Collected data entries
####################
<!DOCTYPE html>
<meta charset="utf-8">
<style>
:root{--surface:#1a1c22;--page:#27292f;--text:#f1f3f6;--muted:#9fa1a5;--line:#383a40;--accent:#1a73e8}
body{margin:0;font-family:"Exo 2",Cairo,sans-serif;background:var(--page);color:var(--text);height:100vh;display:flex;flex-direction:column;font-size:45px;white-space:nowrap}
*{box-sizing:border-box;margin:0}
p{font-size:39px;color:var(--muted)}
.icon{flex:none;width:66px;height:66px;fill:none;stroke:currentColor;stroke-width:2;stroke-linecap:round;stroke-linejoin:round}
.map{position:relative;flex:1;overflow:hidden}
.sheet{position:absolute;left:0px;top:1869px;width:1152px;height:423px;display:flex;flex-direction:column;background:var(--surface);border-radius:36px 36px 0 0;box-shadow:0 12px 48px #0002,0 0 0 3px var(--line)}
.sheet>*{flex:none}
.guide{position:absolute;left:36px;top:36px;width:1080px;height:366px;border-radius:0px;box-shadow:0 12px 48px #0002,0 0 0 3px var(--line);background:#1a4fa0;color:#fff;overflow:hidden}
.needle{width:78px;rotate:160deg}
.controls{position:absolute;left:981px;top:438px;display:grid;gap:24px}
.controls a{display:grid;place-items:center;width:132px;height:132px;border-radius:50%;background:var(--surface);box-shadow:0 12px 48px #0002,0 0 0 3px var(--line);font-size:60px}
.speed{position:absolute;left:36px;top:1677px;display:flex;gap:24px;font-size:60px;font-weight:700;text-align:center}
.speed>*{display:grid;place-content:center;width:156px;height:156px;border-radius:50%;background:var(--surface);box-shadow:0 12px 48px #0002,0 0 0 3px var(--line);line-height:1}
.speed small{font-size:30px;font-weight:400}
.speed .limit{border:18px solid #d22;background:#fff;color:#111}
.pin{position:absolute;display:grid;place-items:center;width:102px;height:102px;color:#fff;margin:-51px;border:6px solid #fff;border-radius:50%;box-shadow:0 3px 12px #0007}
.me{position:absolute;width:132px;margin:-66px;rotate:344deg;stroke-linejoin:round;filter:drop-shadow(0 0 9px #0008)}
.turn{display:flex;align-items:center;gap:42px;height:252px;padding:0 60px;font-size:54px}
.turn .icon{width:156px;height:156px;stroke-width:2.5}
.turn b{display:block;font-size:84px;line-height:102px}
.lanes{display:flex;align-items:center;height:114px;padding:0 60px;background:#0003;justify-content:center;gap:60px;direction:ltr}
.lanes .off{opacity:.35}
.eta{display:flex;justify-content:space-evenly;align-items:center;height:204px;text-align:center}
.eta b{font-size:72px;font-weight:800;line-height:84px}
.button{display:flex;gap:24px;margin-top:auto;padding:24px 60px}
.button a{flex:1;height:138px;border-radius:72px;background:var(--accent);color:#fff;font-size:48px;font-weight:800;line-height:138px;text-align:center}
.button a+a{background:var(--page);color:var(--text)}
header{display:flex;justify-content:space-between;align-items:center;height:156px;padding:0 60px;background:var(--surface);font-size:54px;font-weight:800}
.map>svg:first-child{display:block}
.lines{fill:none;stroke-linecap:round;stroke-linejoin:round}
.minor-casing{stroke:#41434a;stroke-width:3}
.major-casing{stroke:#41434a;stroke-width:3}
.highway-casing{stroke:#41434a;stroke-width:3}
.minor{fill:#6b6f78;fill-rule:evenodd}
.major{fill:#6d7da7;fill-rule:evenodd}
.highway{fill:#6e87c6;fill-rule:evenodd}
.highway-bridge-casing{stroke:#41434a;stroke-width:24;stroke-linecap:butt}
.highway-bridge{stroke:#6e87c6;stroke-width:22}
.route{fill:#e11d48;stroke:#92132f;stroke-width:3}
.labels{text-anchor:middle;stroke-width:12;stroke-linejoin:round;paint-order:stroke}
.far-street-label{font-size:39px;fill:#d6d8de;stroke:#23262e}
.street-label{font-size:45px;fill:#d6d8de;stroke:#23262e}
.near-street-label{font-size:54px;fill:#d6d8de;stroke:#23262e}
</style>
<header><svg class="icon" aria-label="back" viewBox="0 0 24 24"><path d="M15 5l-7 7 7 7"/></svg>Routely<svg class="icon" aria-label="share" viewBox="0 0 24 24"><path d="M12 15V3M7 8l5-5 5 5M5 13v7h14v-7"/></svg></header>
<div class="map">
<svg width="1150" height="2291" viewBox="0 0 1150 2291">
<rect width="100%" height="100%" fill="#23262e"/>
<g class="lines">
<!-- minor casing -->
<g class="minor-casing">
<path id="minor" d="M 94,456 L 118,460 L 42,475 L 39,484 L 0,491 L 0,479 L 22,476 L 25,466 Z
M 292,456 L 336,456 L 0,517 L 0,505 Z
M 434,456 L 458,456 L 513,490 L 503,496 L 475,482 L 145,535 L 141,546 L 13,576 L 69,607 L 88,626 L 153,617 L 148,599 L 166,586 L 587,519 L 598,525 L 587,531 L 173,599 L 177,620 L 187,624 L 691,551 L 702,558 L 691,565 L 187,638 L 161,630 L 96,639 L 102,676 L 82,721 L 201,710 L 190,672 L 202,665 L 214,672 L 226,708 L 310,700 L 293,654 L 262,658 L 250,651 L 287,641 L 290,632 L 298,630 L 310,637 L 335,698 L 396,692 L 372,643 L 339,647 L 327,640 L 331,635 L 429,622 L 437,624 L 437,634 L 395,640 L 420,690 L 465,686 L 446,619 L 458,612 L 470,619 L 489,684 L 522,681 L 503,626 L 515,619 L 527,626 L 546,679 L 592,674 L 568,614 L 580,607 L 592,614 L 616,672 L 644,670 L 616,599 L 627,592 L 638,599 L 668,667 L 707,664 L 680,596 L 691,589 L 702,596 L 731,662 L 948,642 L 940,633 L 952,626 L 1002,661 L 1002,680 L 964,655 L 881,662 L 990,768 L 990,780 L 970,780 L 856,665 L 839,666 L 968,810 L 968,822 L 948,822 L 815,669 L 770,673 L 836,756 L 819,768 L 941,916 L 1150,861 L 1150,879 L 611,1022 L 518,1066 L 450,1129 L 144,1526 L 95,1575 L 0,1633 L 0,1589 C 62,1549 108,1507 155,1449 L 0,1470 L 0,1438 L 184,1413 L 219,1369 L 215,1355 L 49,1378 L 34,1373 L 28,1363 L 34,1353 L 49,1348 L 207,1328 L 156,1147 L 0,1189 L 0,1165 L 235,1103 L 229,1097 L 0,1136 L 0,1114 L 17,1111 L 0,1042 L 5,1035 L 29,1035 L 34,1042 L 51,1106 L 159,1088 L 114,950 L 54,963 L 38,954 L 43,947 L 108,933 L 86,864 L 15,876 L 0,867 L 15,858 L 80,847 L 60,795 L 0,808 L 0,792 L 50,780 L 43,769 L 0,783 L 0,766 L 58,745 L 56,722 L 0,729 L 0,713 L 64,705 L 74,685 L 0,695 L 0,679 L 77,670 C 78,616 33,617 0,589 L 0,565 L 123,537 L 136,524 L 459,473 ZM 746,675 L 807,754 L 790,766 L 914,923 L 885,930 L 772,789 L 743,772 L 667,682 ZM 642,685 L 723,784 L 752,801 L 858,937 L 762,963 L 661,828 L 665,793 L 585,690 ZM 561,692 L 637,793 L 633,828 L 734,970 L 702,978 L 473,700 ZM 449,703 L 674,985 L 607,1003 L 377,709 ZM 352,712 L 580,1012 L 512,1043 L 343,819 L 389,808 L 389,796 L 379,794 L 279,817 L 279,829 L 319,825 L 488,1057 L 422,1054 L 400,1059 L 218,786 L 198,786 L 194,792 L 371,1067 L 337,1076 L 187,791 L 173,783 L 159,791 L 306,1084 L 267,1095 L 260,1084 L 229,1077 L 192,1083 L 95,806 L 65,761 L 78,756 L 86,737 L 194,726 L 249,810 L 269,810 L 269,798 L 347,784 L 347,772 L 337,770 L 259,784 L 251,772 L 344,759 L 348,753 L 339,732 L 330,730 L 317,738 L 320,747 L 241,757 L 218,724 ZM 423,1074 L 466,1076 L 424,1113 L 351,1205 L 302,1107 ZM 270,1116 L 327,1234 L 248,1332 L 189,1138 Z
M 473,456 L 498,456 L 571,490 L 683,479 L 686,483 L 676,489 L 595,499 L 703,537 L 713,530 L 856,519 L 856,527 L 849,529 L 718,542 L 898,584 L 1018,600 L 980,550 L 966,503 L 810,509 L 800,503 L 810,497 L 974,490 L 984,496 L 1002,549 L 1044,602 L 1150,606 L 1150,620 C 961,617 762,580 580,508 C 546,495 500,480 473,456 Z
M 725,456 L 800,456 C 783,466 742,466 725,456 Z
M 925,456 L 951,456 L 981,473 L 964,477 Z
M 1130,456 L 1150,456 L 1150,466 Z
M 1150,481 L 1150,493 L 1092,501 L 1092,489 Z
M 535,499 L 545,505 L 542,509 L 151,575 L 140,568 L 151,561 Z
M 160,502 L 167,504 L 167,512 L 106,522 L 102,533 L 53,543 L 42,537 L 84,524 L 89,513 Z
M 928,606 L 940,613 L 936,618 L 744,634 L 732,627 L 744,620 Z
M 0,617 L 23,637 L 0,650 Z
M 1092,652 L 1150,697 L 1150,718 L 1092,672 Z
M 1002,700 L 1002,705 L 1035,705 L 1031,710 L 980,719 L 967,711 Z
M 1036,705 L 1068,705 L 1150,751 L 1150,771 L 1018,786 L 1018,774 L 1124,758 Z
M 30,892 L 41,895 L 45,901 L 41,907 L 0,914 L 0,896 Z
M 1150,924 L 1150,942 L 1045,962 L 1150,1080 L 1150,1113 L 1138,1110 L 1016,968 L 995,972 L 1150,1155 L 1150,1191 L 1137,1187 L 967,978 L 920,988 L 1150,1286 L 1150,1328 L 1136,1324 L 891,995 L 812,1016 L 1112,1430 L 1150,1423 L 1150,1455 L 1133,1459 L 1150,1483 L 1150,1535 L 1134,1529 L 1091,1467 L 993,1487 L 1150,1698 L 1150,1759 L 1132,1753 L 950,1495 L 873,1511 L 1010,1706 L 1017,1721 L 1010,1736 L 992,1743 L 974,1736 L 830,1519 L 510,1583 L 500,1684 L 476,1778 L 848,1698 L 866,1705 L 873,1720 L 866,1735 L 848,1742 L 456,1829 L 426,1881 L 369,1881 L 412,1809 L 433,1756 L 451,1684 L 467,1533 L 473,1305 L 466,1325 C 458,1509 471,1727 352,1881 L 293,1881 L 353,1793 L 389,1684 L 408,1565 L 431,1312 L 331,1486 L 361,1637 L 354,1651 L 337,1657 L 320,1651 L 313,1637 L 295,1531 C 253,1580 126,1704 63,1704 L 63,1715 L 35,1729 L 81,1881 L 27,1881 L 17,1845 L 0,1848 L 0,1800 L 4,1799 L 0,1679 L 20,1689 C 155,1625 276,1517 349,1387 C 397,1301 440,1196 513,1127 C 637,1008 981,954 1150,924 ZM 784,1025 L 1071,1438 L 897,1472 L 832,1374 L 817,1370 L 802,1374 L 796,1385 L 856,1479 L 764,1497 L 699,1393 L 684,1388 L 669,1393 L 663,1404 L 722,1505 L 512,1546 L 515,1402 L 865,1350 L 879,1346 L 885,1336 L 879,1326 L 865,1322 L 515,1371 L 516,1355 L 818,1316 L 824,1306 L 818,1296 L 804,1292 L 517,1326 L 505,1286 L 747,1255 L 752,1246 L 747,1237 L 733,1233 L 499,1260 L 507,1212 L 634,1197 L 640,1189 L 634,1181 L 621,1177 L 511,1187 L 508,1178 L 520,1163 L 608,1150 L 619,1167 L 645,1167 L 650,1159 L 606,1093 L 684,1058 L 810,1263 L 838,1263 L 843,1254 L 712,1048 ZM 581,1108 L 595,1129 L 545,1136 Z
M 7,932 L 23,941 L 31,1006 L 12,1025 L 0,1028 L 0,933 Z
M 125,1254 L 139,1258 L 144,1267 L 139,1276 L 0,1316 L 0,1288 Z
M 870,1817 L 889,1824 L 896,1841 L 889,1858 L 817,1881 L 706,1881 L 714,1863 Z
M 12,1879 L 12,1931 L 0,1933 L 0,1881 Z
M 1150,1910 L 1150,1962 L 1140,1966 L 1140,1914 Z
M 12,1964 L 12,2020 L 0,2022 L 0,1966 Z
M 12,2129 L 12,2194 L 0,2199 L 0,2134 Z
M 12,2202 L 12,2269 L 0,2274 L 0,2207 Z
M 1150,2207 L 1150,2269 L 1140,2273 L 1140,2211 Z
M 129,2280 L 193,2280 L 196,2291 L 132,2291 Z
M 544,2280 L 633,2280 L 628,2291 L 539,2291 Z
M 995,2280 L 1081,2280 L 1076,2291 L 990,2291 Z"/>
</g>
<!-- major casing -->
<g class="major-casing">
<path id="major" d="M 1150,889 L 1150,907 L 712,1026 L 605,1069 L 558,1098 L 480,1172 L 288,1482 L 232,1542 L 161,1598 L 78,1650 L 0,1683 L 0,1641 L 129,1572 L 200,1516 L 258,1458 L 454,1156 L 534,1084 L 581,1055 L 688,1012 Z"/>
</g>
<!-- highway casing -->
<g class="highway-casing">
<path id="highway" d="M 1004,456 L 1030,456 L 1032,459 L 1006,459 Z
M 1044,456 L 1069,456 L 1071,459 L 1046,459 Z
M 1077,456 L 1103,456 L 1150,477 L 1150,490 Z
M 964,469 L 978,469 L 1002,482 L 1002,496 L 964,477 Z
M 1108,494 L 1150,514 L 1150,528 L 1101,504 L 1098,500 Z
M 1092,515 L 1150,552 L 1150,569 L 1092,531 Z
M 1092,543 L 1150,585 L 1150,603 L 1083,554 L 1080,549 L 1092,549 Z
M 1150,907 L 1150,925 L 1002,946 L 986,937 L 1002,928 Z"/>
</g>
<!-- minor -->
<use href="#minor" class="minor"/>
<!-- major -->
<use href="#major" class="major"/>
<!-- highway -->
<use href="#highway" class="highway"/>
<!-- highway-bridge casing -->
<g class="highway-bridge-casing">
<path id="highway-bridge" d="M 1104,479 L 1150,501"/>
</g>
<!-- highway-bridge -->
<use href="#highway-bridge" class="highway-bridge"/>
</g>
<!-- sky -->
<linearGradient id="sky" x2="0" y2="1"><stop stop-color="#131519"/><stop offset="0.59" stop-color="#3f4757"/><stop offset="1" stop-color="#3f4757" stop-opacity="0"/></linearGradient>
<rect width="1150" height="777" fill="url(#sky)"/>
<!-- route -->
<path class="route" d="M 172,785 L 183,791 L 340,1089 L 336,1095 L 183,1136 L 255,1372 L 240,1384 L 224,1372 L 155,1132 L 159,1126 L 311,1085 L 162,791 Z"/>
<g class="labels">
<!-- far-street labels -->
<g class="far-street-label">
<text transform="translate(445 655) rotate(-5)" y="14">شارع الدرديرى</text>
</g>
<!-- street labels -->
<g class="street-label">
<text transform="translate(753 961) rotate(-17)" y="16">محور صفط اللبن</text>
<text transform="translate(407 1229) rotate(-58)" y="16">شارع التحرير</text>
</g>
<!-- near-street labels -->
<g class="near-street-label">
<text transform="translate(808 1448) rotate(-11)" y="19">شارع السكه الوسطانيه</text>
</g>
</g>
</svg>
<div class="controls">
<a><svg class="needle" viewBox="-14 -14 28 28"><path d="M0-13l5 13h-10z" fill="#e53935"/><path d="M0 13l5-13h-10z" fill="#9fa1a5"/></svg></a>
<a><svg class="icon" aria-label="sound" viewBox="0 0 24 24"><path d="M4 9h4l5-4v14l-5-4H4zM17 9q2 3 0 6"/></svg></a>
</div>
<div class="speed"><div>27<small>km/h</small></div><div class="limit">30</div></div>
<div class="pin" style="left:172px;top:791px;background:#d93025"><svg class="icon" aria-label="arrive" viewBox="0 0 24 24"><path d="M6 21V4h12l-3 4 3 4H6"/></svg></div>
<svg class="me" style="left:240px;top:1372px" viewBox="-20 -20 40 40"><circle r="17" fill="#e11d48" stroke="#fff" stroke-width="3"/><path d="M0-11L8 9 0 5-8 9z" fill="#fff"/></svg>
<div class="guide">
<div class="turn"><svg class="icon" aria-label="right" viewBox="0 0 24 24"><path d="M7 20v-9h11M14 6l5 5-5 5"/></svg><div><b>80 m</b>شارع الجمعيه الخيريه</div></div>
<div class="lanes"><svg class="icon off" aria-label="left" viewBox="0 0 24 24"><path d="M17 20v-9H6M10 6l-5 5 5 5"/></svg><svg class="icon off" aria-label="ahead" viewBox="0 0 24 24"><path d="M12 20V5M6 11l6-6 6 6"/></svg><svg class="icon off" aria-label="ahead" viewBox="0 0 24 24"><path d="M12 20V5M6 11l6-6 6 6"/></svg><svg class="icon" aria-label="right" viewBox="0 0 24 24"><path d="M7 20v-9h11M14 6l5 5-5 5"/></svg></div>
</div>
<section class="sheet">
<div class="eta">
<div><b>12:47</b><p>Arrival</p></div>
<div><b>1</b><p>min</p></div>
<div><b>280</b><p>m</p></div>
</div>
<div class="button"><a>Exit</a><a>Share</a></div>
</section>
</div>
####################
▸ **Exercise instructions**
Go to the line with "M 1092,652 L 1150,697 L 1150,718 L 1092,672 Z" in the entries above and repeat every line from there through the line with "M 1150,1910 L", exactly and with no other text.

▸ **Task solution**
M 1092,652 L 1150,697 L 1150,718 L 1092,672 Z
M 1002,700 L 1002,705 L 1035,705 L 1031,710 L 980,719 L 967,711 Z
M 1036,705 L 1068,705 L 1150,751 L 1150,771 L 1018,786 L 1018,774 L 1124,758 Z
M 30,892 L 41,895 L 45,901 L 41,907 L 0,914 L 0,896 Z
M 1150,924 L 1150,942 L 1045,962 L 1150,1080 L 1150,1113 L 1138,1110 L 1016,968 L 995,972 L 1150,1155 L 1150,1191 L 1137,1187 L 967,978 L 920,988 L 1150,1286 L 1150,1328 L 1136,1324 L 891,995 L 812,1016 L 1112,1430 L 1150,1423 L 1150,1455 L 1133,1459 L 1150,1483 L 1150,1535 L 1134,1529 L 1091,1467 L 993,1487 L 1150,1698 L 1150,1759 L 1132,1753 L 950,1495 L 873,1511 L 1010,1706 L 1017,1721 L 1010,1736 L 992,1743 L 974,1736 L 830,1519 L 510,1583 L 500,1684 L 476,1778 L 848,1698 L 866,1705 L 873,1720 L 866,1735 L 848,1742 L 456,1829 L 426,1881 L 369,1881 L 412,1809 L 433,1756 L 451,1684 L 467,1533 L 473,1305 L 466,1325 C 458,1509 471,1727 352,1881 L 293,1881 L 353,1793 L 389,1684 L 408,1565 L 431,1312 L 331,1486 L 361,1637 L 354,1651 L 337,1657 L 320,1651 L 313,1637 L 295,1531 C 253,1580 126,1704 63,1704 L 63,1715 L 35,1729 L 81,1881 L 27,1881 L 17,1845 L 0,1848 L 0,1800 L 4,1799 L 0,1679 L 20,1689 C 155,1625 276,1517 349,1387 C 397,1301 440,1196 513,1127 C 637,1008 981,954 1150,924 ZM 784,1025 L 1071,1438 L 897,1472 L 832,1374 L 817,1370 L 802,1374 L 796,1385 L 856,1479 L 764,1497 L 699,1393 L 684,1388 L 669,1393 L 663,1404 L 722,1505 L 512,1546 L 515,1402 L 865,1350 L 879,1346 L 885,1336 L 879,1326 L 865,1322 L 515,1371 L 516,1355 L 818,1316 L 824,1306 L 818,1296 L 804,1292 L 517,1326 L 505,1286 L 747,1255 L 752,1246 L 747,1237 L 733,1233 L 499,1260 L 507,1212 L 634,1197 L 640,1189 L 634,1181 L 621,1177 L 511,1187 L 508,1178 L 520,1163 L 608,1150 L 619,1167 L 645,1167 L 650,1159 L 606,1093 L 684,1058 L 810,1263 L 838,1263 L 843,1254 L 712,1048 ZM 581,1108 L 595,1129 L 545,1136 Z
M 7,932 L 23,941 L 31,1006 L 12,1025 L 0,1028 L 0,933 Z
M 125,1254 L 139,1258 L 144,1267 L 139,1276 L 0,1316 L 0,1288 Z
M 870,1817 L 889,1824 L 896,1841 L 889,1858 L 817,1881 L 706,1881 L 714,1863 Z
M 12,1879 L 12,1931 L 0,1933 L 0,1881 Z
M 1150,1910 L 1150,1962 L 1140,1966 L 1140,1914 Z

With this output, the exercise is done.